Lowe v. Southern Sur. Co.

Decision Date15 October 1929
Docket Number6675
Citation227 N.W. 78,55 S.D. 623
PartiesOMA I. LOWE, Respondent, v. SOUTHERN SURETY COMPANY, Appellant.
CourtSouth Dakota Supreme Court

Appeal from Circuit Court, Minnehaha County, SD

Hon. John T. Medin, Judge

#6675—Affirmed

Mundt & Mundt, Sioux Falls, SD

Attorney for Appellant.

G. Norton Jameson, Sioux Falls, SD

Attorney for Respondent.

Opinion Filed Oct 15, 1929

FULLER, C.

Respondent’s assignor, W. V. Lowe, commenced an action for debt against M. J. Helmer as defendant. In that action the plaintiff seized a Reo automobile under attachment, as the property of the defendant. Thereupon R. W. Helmer, appellant here, intervened and alleged ownership of the car in himself. The issue created by his claim of ownership was resolved against him, and from a decision which adjudicated the automobile to be the property of the defendant, M. J. Helmer, the intervener, R. W. Helmer, unsuccessfully appealed to this court. Lowe v. Helmer, 210 N.W. 737. When R. W. Helmer intervened, as aforesaid, to assert ownership of the car, he gave the sheriff, who held the car under attachment against M. J. Helmer, a bond conditioned in substance that he and his surety, the Southern Surety Company, would “pay all costs that may be awarded against your said intervener, R. W. Helmer, or M. J. Helmer, and all damages which may be awarded against your intervener, R. W. Helmer, or M. J. Helmer, and any judgment which the said W. v. Lowe may recover against your intervener, R. W. Helmer, or M. J. Helmer, by reason of the intervention of your intervener,” etc.

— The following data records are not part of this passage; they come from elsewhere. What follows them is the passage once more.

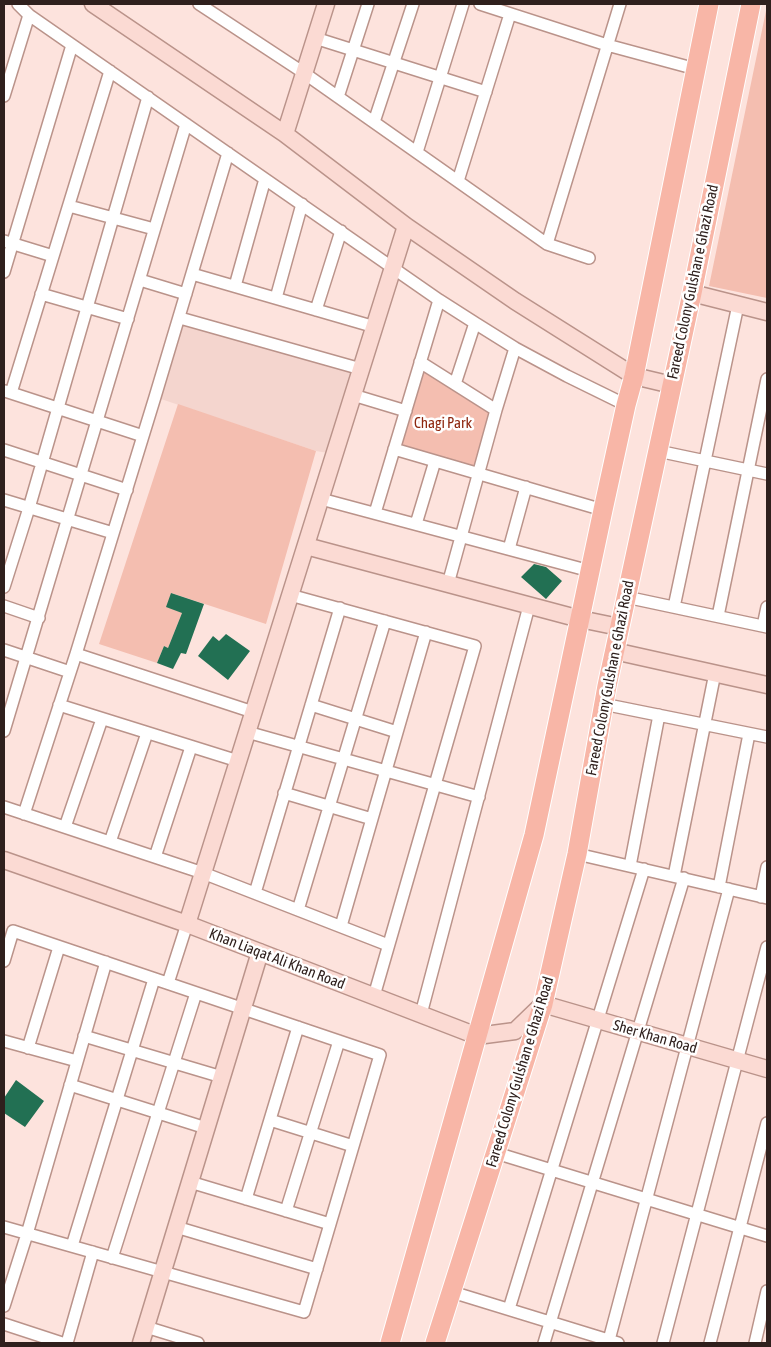 <!DOCTYPE html>
<style>
body{margin:0}
#map{position:relative;width:771px;height:1347px;overflow:hidden;background:#fde3dd;font-family:"Asap Condensed",sans-serif}
canvas{display:block}
.frame{position:absolute;inset:0;border:5px solid #2f201d;pointer-events:none}
</style>
<div id="map">
<canvas width="771" height="1347"></canvas>
<div class="frame"></div>
</div>
<script>
const c = document.querySelector('canvas').getContext('2d');
c.lineJoin = 'round';
function fillPath(path, color) { c.fillStyle = color; c.fill(path, 'evenodd'); }
const shape = rows => new Path2D(rows.map(r => 'M' + r).join(''));
function stroke(path, color, width, dash) { c.strokeStyle = color; c.lineWidth = width; c.lineCap = dash ? 'butt' : 'round'; c.setLineDash(dash || []); c.stroke(path); }
function drawText(font, color, halo, rows, align = 'center') {
  c.font = font + ' "Asap Condensed",sans-serif'; c.lineWidth = 5; c.setLineDash([]); c.textBaseline = 'middle'; c.strokeStyle = halo; c.fillStyle = color; for (const [text, x, y, turn = 0] of rows) {
    c.save(); c.translate(x, y); c.rotate((+turn || 0) * Math.PI / 180); c.textAlign = isNaN(turn) ? turn : align; if (halo) c.strokeText(text, 0, 0); c.fillText(text, 0, 0); c.restore();
  }
}
const built = shape([
 [180,318,361,369,334,454,316,451,155,397]
]);
const green = shape([
 [767,6,767,298,709,286],
 [420,362,496,410,479,473,394,449],
 [178,404,316,451,266,624,171,593,182,613,168,648,164,646,157,663,99,644]
]);
const building = shape([
 [534,564,546,567,562,581,546,599,521,577],
 [171,593,204,604,186,654,181,653,173,669,157,663,164,646,168,648,182,613,166,607],
 [226,634,250,651,228,680,198,656,213,636,219,641],
 [16,1080,44,1101,25,1127,4,1113,4,1098]
]);
const street = shape([
 [199,4,304,73,547,244,589,258],
 [480,4,607,45,696,69],
 [29,15,439,300,475,323,515,348,567,376,626,405],
 [315,38,486,92],
 [4,96,29,15,18,4],
 [338,97,368,4],
 [374,122,413,4],
 [417,152,463,4],
 [458,181,510,14],
 [69,206,154,229],
 [4,241,53,256],
 [547,244,620,4],
 [4,272,72,45],
 [192,274,375,327],
 [140,280,186,294],
 [235,286,265,179],
 [41,294,128,319],
 [276,298,302,204],
 [316,310,341,231],
 [180,318,361,369],
 [420,362,496,410],
 [455,384,475,323],
 [5,391,143,436],
 [11,393,110,71],
 [353,395,406,411],
 [394,449,603,510],
 [4,450,127,490],
 [658,451,767,474],
 [321,499,590,571],
 [4,500,113,533],
 [375,513,439,300],
 [416,524,435,461],
 [509,549,526,487],
 [448,584,496,410,515,348],
 [4,587,29,508,148,97],
 [290,595,475,646,374,996],
 [626,597,767,627],
 [4,606,39,618],
 [674,607,738,305],
 [718,616,767,379],
 [763,626,767,607],
 [4,650,70,672],
 [76,654,253,712],
 [603,704,767,737],
 [59,705,238,761],
 [311,705,397,732],
 [4,731,186,124],
 [247,732,479,797],
 [284,793,372,819],
 [4,807,203,873,388,945],
 [24,814,76,654,155,397,228,153],
 [65,827,102,719],
 [110,842,147,733],
 [577,854,767,898],
 [155,857,191,747],
 [630,866,659,715],
 [674,876,715,673],
 [719,887,749,734],
 [255,893,340,608],
 [761,897,767,867],
 [298,910,385,621],
 [341,926,426,632],
 [4,961,13,931,380,1055,304,1312,4,1227],
 [168,983,187,924],
 [421,1014,529,606],
 [84,1036,222,1077],
 [4,1041,77,1061],
 [28,1048,59,947],
 [70,1085,206,1128],
 [270,1120,353,1146],
 [496,1153,767,1236],
 [190,1182,330,1224],
 [246,1199,298,1027],
 [286,1211,339,1041],
 [176,1227,317,1269],
 [72,1246,154,979],
 [112,1258,196,993],
 [452,1292,618,1343],
 [4,1306,27,1234,106,962],
 [509,1309,644,869],
 [4,1324,62,1343],
 [146,1327,198,1343],
 [609,1340,729,889],
 [67,1343,93,1252],
 [544,1343,684,878],
 [663,1343,767,947],
 [710,1343,767,1123],
 [755,1343,767,1291]
]);
const secondary = shape([
 [93,4,285,134,406,226,515,301,634,376,672,385],
 [285,134,326,4],
 [692,293,767,312],
 [306,546,580,619,619,627],
 [614,651,767,685],
 [4,860,187,924,477,1036,515,1031,543,1004,767,1069],
 [187,924,406,226],
 [141,1343,260,952]
]);
const primary = shape([
 [390,1343,534,835,603,510,626,405,634,376,709,4],
 [435,1343,543,1004,577,854,607,686,692,293,751,4]
]);
const streetNames = [
 ["Fareed Colony Gulshan e Ghazi Road",693,282,-78],
 ["Fareed Colony Gulshan e Ghazi Road",610,678,-79],
 ["Khan Liaqat Ali Khan Road",277,959,21],
 ["Sher Khan Road",655,1037,16],
 ["Fareed Colony Gulshan e Ghazi Road",520,1072,-73]
];
const parkNames = [
 ["Chagi Park",443,423]
];
fillPath(built, '#f4d5ce');
fillPath(green, '#f4beb0');
fillPath(building, '#227053');
stroke(street, '#ba938a', 14);
stroke(secondary, '#ba938a', 19);
stroke(primary, '#fff', 21);
stroke(street, '#fff', 11);
stroke(secondary, '#fbdad3', 16);
stroke(primary, '#f8b6a7', 19);
drawText('15px', '#2f201d', '#fff', streetNames);
drawText('15px', '#8d260e', '#fff', parkNames);
</script>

Upon delivery of the bond, the sheriff released the automobile to the intervener, R. W. Helmer. After judgment against him, finding the car to be the property of the attachment debtor, M. J. Helmer, the intervener, R. W. Helmer, gave a supersereas bond on his appeal to the Supreme Court. After affirmance of the judgment below, this action was commenced by Oma I. Lowe, as the assignee of W. v. Lowe, against the Southern Surety Company, upon the release bond first given to recover the amount due on the judgment rendered against R. W. Helmer, and affirmed on appeal. From a judgment allowing plaintiff the relief demanded, the surety company appeals.

It is first to be noted that, where property of a defendant has been seized by attachment in an action against him, there is no statutory practice for the release of the attached property, by the sheriff, to one subsequently intervening in the action, nor provision of statute for the execution of any bond by such intervener to accomplish the delivery of the attached property to him. Accordingly the bond in this case is not a statutory bond. Appellant, therefore, contends that the bond sued upon, given by R. W. Helmer as intervener in the first action to procure the delivery of the automobile to him pending litigation, was exacted by the sheriff without authority of law, and is null and void, and our attention is directed to the text declaration of 2 RCL 886, that: “A bond exacted by an officer in an attachment case without authority of law is null and void.”

Examining the source from which the foregoing is taken, we observe that the cases ( Benedict v. Bray, 2 Cal. 251, 56 Am. Dec. 332) deal with bail illegally taken by a sheriff ( Harris v. Simpson, 14 Ky. 165, 4 Litt. 165, 14 Am. Dec. 101, 103), or with bonds literally exacted and required by a court acting without its jurisdiction ( Caffrey v. Dudgeon, 38 Ind. 512, 517, 10 Am. Rep. 126), and that the rule is not applicable where the bond was given in a matter of which the court has jurisdiction ( Butler v. Wadley, 15 Ind. 502, 507). Neither the quoted text of Ruling Case Law, nor the cases from which it derives, are applicable here. The bond was not exacted or acquired through the official duress of any officer or magistrate. It was voluntarily given, for a consideration not prohibited by statute, and for a purpose not malum in se.